Vor wenigen Tagen begann für Martin Schöck das wirkliche Berufsleben. Im Fuhrparkmanagement von Raiffeisen-Leasing in Wien. Zwar ist er noch in der Probezeit, aber erstmals ist es kein Schnuppern und kein Praktikum mit Ablaufdatum, sondern ein Angestelltenverhältnis mit Perspektiven. Begonnen hatte als vom AMS geförderter Praktikant der Personalabteilung.
Das Ende einer Odyssee
Dreieinhalb Jahre hatte Martin Schöck Arbeit gesucht, unterbrochen von einem halbjährigen Beschäftigungstraining und einem Computertraining, das er mit dem europäischen Computerführerschein abgeschlossen hat. Monatelang hatte er auf ein Praktikum beziehungsweise eine Jobchance gewartet, was sich dann doch wieder in Luft aufgelöst hat.
Martin Schöck gilt als schwer vermittelbar. Er hat seit seiner Geburt zerebrale Tetraparese und ist auf einen Rollstuhl angewiesen. Nach der AHS-Matura am Gymnasium Karajangasse in Wien begann er ein Geschichtestudium an der Universität Wien, verzweifelte aber an den baulichen Barrieren des alten Unigebäudes. Die protzigen Stiegenhäuser und verwinkelten Treppen erschwerten ihm als Rollstuhlfahrer bereits die pure Anwesenheit bei Vorlesungen und Seminaren erheblich. Er hätte viel länger für das Studium gebraucht als vorgesehen und sah auch keine beruflichen Perspektiven als Historiker.

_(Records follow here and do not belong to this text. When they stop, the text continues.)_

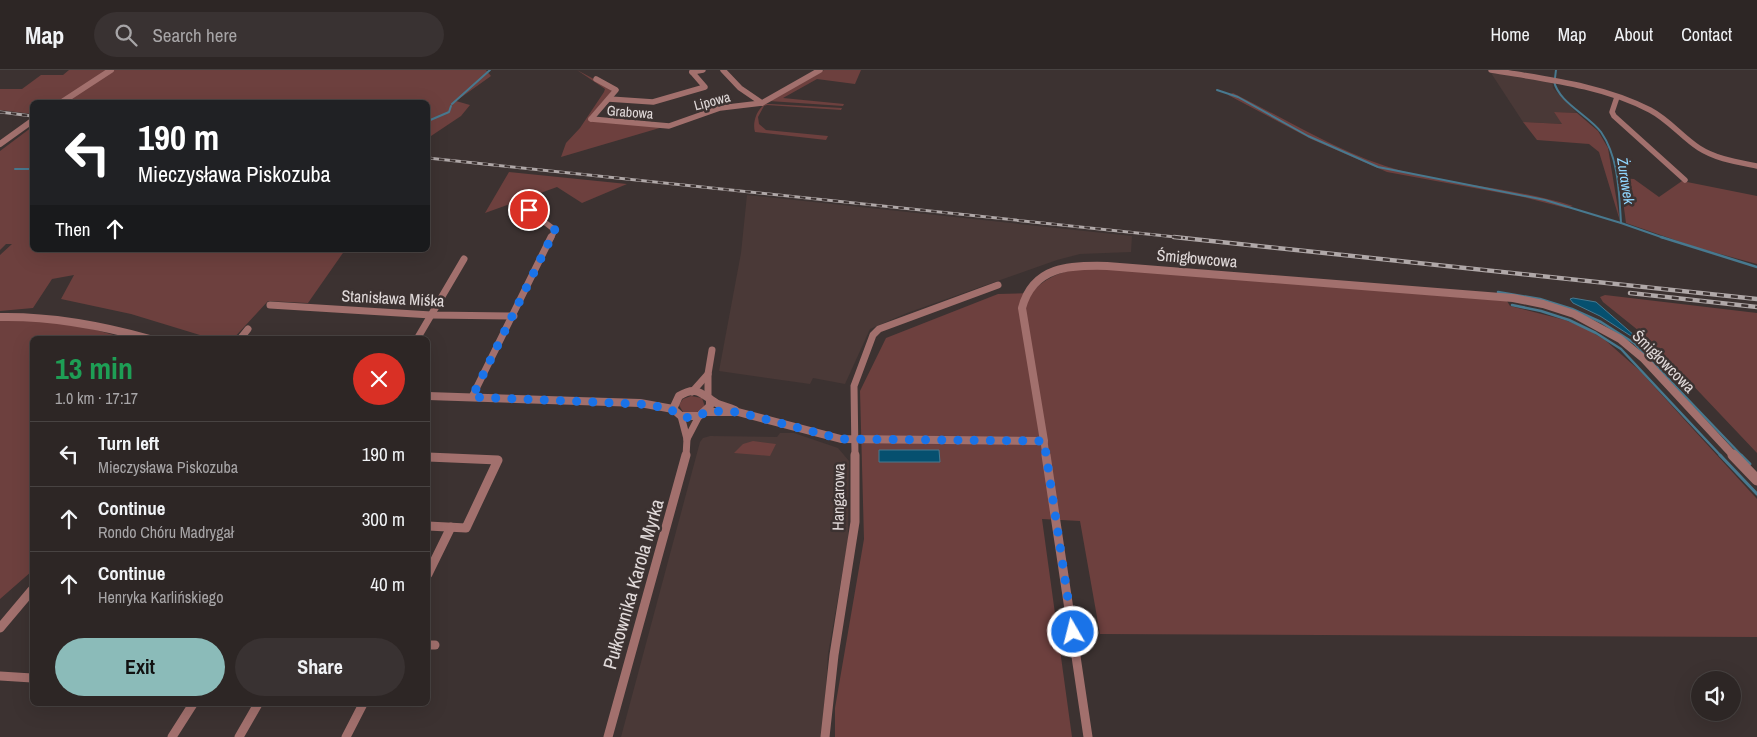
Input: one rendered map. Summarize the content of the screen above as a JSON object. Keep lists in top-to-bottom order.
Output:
{
  "streets": {
    "street": [
      "Lipowa",
      "Grabowa",
      "Śmigłowcowa",
      "Stanisława Miśka",
      "Hangarowa",
      "Pułkownika Karola Myrka"
    ]
  },
  "crossings": [
    ["Lipowa", "Grabowa"]
  ],
  "water": ["Żurawek"],
  "page": {
    "header": "Map",
    "search": "Search here",
    "nav": [
      "Home",
      "Map",
      "About",
      "Contact"
    ],
    "turn": ["190 m", "Mieczysława Piskozuba"],
    "then": "Then",
    "heading": ["13 min", "1.0 km · 17:17"],
    "list": [
      {
        "name": "Turn left",
        "note": "Mieczysława Piskozuba",
        "value": "190 m"
      },
      {
        "name": "Continue",
        "note": "Rondo Chóru Madrygał",
        "value": "300 m"
      },
      {
        "name": "Continue",
        "note": "Henryka Karlińskiego",
        "value": "40 m"
      }
    ],
    "buttons": ["Exit", "Share"]
  }
}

Die Tür zu einem Job wurde schließlich – ganz österreichisch – geöffnet, als Schöcks Stiefvater einem ehemaligen Schulkollegen über den Weg lief, der bei Raiffeisen arbeitet. Der setzte sich dafür ein, dass Schöck eine Chance auf ein Praktikum erhielt. Und Kurt Vogl, Personalleiter von Raiffeisen-Leasing, machte in seiner Abteilung einen Schreibtisch frei. Seit 15. Februar gab Schöck Personaldaten in ein Personalverrechnungssystem ein – und bewährte sich dabei in jeder Hinsicht. „Ich bin froh, wie gut sich der Martin im Haus entwickelt hat“, sagt Vogl. Die Kollegen vom Fuhrparkmanagement wollten ihn darauf gerne fix engagieren. „Wenn diese Eingliederung funktioniert, ist es ein toller Erfolg.“
Kaum Bewerbungen
Dass Raiffeisen-Leasing sich so einer Herausforderung bisher gar nicht stellen musste, liege auch an fehlenden Bewerbungen von Menschen mit körperlichen Handicaps, sagt Vogl. Von den rund 340 Personen, die bei Raiffeisen-Leasing in Österreich beschäftigt sind, haben drei eine Behinderung – darunter fallen auch die äußerlich unsichtbaren Behinderungen wie Diabetes.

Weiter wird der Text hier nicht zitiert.